BEGIN Stored data

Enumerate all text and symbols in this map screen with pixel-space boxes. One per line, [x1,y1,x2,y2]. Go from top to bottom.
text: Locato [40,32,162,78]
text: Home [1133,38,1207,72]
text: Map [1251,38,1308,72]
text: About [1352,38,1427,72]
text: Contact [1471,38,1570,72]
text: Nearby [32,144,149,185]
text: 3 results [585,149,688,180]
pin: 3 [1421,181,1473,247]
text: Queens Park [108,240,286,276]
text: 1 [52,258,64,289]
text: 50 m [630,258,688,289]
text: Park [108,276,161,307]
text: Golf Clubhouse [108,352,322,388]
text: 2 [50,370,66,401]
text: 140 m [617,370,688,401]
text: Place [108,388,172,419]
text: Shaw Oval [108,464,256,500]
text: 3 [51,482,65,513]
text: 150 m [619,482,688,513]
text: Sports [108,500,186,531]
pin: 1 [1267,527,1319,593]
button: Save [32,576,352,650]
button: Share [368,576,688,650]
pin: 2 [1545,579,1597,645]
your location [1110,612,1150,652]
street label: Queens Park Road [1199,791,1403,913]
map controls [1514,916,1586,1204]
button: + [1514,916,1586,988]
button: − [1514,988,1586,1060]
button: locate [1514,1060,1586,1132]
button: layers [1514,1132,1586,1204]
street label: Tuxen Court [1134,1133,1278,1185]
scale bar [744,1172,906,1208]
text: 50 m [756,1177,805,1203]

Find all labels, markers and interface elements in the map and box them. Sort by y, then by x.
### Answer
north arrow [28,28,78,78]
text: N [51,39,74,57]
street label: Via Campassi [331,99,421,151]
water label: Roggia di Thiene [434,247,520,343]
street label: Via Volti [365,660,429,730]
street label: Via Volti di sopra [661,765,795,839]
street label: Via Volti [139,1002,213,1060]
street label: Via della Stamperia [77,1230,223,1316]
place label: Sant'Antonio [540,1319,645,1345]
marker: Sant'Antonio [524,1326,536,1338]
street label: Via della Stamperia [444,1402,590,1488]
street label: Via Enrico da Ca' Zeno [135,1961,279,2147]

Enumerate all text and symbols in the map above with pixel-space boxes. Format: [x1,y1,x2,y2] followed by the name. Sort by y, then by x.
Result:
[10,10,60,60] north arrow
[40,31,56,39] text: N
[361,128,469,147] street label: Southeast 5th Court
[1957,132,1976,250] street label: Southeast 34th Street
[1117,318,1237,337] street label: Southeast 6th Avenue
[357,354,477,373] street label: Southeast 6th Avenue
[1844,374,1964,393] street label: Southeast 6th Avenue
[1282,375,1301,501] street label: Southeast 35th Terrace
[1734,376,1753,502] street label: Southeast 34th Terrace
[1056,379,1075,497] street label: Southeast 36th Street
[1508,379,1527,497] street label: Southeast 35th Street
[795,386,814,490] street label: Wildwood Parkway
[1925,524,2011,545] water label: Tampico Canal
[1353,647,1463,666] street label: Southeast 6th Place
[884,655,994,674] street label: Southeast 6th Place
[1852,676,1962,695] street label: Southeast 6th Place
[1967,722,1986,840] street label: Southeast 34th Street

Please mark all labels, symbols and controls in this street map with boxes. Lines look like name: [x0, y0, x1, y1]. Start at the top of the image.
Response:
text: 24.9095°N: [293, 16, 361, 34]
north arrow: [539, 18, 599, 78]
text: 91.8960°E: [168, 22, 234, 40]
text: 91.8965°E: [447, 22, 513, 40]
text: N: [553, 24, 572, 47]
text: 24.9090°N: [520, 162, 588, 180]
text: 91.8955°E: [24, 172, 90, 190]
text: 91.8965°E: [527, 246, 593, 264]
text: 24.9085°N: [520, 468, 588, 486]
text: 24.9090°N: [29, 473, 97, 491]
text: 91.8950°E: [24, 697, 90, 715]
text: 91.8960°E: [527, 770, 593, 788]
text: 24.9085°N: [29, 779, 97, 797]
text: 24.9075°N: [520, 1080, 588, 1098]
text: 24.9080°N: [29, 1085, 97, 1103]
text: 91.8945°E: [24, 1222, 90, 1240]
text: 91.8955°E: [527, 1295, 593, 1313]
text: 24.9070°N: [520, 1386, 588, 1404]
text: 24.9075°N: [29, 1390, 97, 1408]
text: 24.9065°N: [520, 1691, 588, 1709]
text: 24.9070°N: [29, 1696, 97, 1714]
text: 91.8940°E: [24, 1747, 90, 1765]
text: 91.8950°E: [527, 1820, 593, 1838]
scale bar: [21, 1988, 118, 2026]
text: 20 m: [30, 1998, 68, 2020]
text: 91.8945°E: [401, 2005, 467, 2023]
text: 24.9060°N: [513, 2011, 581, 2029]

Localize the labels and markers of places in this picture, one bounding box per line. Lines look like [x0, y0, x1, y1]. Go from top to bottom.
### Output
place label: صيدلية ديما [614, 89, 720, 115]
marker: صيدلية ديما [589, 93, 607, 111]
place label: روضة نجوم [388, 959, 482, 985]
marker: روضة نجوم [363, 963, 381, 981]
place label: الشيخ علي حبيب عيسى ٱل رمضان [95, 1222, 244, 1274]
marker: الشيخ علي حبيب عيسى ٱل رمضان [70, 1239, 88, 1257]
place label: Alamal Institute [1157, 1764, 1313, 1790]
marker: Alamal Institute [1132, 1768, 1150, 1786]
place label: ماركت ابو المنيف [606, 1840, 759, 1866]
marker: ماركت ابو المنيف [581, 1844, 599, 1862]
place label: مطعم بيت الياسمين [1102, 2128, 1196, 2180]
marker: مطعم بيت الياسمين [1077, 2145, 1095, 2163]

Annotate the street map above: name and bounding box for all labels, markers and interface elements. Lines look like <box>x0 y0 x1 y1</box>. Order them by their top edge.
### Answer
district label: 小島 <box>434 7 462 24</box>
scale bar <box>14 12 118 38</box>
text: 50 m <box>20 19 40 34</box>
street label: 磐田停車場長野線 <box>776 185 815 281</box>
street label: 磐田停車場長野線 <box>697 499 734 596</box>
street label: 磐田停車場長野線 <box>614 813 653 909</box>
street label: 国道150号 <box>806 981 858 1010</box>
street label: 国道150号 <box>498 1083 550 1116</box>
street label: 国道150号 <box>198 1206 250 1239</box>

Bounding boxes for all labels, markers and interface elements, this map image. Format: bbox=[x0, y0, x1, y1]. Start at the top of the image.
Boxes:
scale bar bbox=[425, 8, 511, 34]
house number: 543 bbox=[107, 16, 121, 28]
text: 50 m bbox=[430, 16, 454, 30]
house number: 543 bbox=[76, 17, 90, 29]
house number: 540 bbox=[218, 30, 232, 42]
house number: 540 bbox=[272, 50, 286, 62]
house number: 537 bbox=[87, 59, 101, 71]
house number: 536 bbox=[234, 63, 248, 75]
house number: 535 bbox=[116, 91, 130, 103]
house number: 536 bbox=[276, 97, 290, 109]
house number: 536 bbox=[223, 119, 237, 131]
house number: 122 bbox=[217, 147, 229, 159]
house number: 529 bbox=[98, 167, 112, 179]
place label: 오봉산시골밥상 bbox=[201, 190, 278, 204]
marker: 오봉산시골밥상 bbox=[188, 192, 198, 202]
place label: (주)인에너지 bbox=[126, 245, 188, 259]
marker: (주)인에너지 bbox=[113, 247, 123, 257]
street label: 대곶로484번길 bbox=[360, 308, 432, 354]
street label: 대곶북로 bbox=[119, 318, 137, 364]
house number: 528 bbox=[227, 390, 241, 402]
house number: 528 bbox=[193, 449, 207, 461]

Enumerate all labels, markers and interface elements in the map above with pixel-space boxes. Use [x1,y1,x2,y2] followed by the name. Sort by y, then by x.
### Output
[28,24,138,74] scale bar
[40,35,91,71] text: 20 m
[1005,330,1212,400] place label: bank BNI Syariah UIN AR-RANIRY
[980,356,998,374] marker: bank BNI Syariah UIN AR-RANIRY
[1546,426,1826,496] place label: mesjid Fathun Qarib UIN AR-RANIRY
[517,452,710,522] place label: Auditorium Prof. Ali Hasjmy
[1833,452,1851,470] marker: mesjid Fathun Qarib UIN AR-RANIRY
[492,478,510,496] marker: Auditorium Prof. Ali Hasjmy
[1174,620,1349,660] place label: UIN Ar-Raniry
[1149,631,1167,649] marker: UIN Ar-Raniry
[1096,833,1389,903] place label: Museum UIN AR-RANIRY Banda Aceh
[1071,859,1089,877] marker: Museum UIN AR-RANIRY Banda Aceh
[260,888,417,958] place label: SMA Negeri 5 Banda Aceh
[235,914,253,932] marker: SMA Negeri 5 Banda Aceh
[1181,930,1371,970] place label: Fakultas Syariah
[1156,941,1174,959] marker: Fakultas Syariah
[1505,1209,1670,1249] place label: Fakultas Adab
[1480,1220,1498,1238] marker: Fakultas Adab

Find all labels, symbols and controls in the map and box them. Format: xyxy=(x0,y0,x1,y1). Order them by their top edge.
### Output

END Stored data

_Problem description_
Where does the word "Find" show up in the material? Copy out each line that has it.

_Response to the task_
Find all labels, markers and interface elements in the map and box them. Sort by y, then by x.
Find all labels, symbols and controls in the map and box them. Format: xyxy=(x0,y0,x1,y1). Order them by their top edge.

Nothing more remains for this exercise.